Moreover the prayers and writings of Janet and Jim are greatly valued by members of many mainstream churches both in these islands and in the rest of the world. Anglican churches in other parts of the Communion do include them in their liturgies. O why not in the Church of England? How closed can our minds be?

What can we do? I am an Anglican. The Daily Office and the Eucharist, together with habitual reflection, are the foundation of my spiritual life, but I also need the succour of new language and new imagery and the challenge of the concepts which I find in Jim and Janet. It is too late now to include their work in Common Worship. If this had happened, then the book might have contained some ‘tingle factor’. I shall use Common Worship, but I shall add some Janet and Jim when I can. I am also glad that I will be able to lead worship in other churches and to celebrate communion from the new Methodist Service Book which, thank God, also contains the ecumenical Lord’s Prayer and Creed.

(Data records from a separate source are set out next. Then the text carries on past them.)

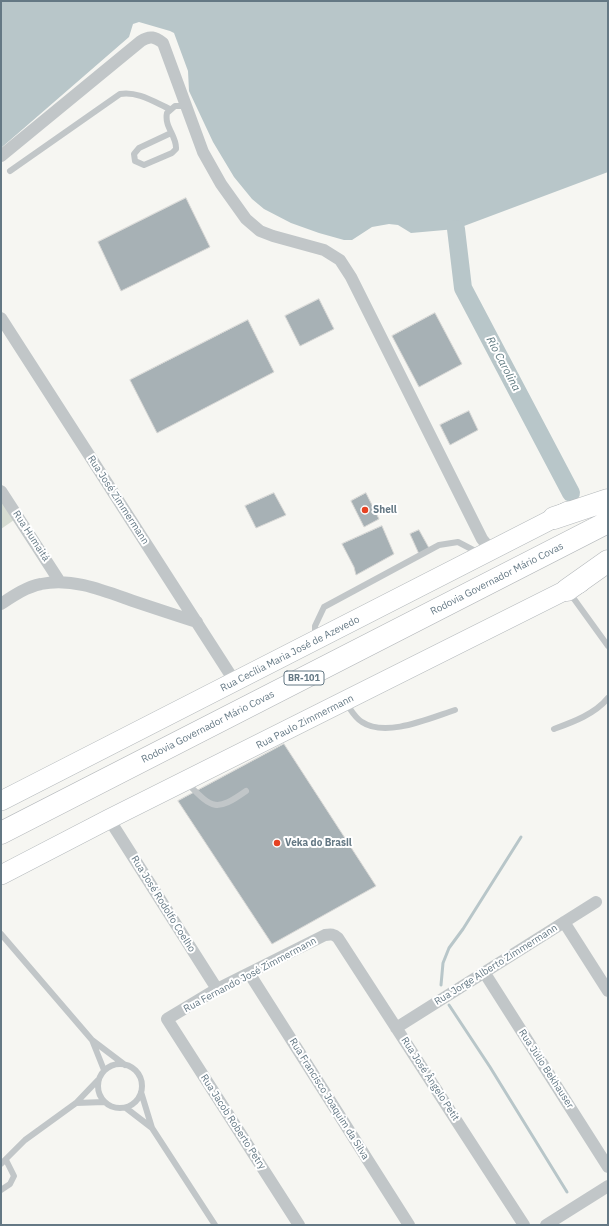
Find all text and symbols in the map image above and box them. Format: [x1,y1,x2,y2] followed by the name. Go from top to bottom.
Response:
[483,335,523,393] water label: Rio Carolina
[85,453,151,547] street label: Rua José Zimmermann
[373,504,397,516] place label: Shell
[360,505,370,515] marker: Shell
[10,508,52,564] street label: Rua Humaitá
[429,540,565,618] street label: Rodovia Governador Mário Covas
[218,614,362,694] street label: Rua Cecília Maria José de Azevedo
[284,671,324,685] road number: BR-101
[140,688,276,766] street label: Rodovia Governador Mário Covas
[254,692,356,752] street label: Rua Paulo Zimmermann
[285,837,352,849] place label: Veka do Brasil
[272,838,282,848] marker: Veka do Brasil
[128,853,198,955] street label: Rua José Rodolfo Coelho
[432,922,560,1008] street label: Rua Jorge Alberto Zimmermann
[182,935,318,1015] street label: Rua Fernando José Zimmermann
[516,1027,576,1111] street label: Rua Júlio Bekhauser
[398,1035,462,1123] street label: Rua José Ângelo Petit
[287,1036,371,1162] street label: Rua Francisco Joaquim da Silva
[198,1072,268,1172] street label: Rua Jacob Roberto Petry

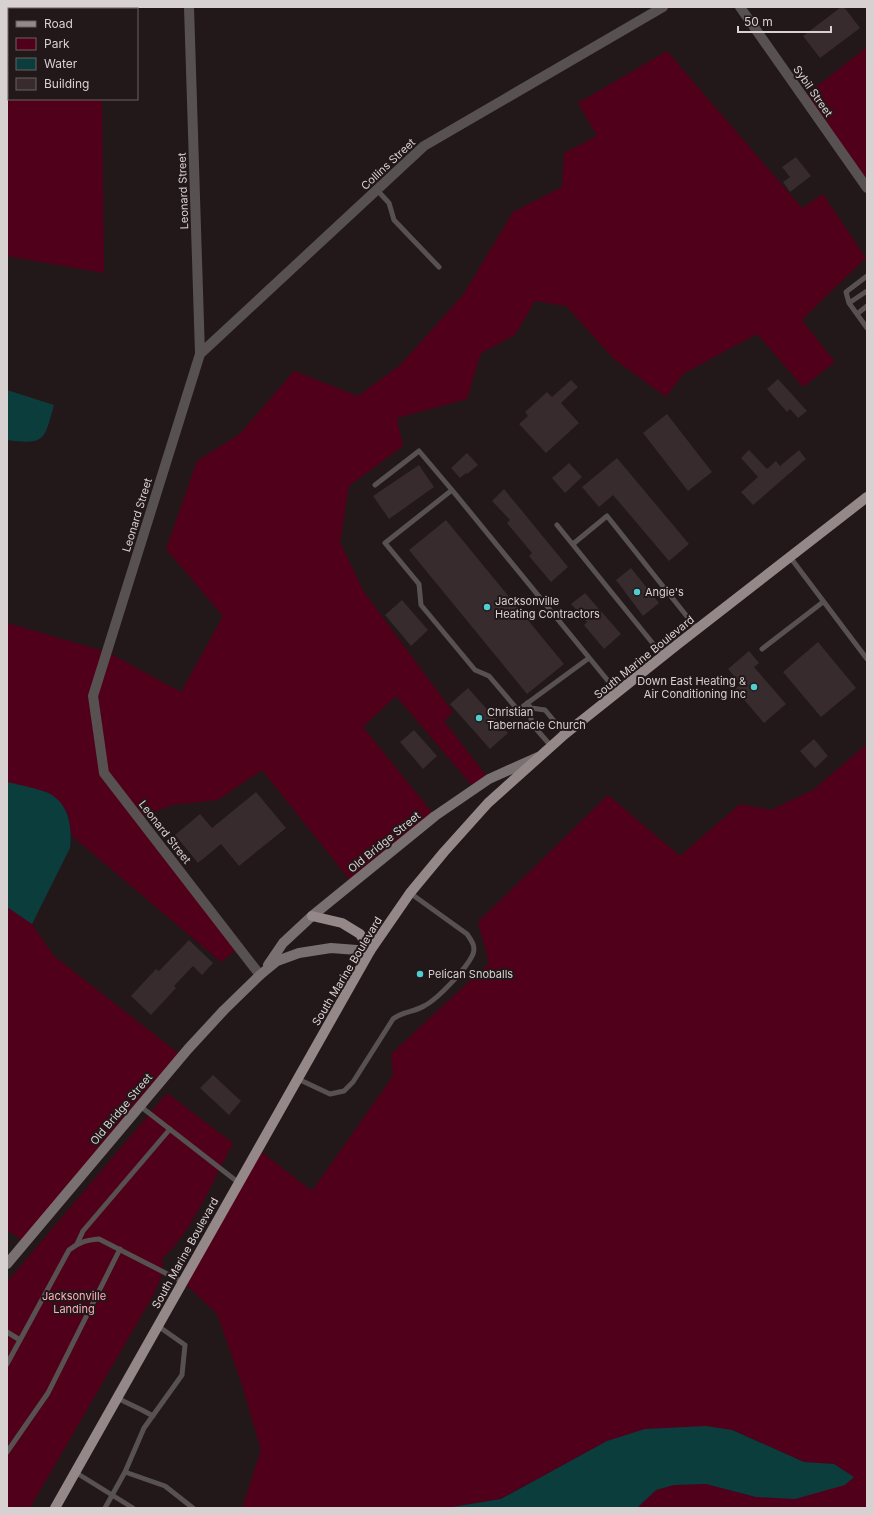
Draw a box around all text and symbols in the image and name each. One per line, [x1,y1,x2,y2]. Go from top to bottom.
legend [8,8,138,100]
scale bar [738,8,831,34]
text: 50 m [744,14,773,29]
text: Road [44,16,73,31]
text: Park [44,36,70,51]
text: Water [44,56,78,71]
street label: Sybil Street [790,63,836,120]
text: Building [44,76,89,91]
street label: Collins Street [358,135,418,193]
street label: Leonard Street [175,152,191,230]
street label: Leonard Street [119,476,155,554]
place label: Angie's [645,585,684,599]
marker: Angie's [632,587,642,597]
place label: Jacksonville Heating Contractors [495,594,600,621]
marker: Jacksonville Heating Contractors [482,602,492,612]
street label: South Marine Boulevard [591,612,697,702]
place label: Down East Heating & Air Conditioning Inc [637,674,746,701]
marker: Down East Heating & Air Conditioning Inc [749,682,759,692]
place label: Christian Tabernacle Church [487,705,586,732]
marker: Christian Tabernacle Church [474,713,484,723]
street label: Leonard Street [136,797,194,867]
street label: Old Bridge Street [345,808,423,875]
street label: South Marine Boulevard [309,914,385,1028]
place label: Pelican Snoballs [428,967,513,981]
marker: Pelican Snoballs [415,969,425,979]
street label: Old Bridge Street [87,1070,155,1148]
street label: South Marine Boulevard [149,1195,221,1311]
park label: Jacksonville Landing [42,1289,106,1316]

I wonder if Synod realised just what it was doing when it rejected these ecumenical texts. We were prevented from launching the new Lord’s Prayer at the Millennium. When the Synod is told that the Church of England is right to reject the ecumenically agreed text of the Creed, and that other churches will come to see that Church of England texts are better, do we know just how arrogant it sounds?

Yet for all my ecumenical commitment I am an Anglican at heart, and for all its faults I love the Church of England. That is why I say to my church with love — for God’s sake grow out of Common Worship as soon as you can. Find new, inclusive, poetic language and symbolism from our own age to describe and worship God and meet the needs of the millions in this nation. Above all, be prepared to do this along with your fellow Christians in the other churches.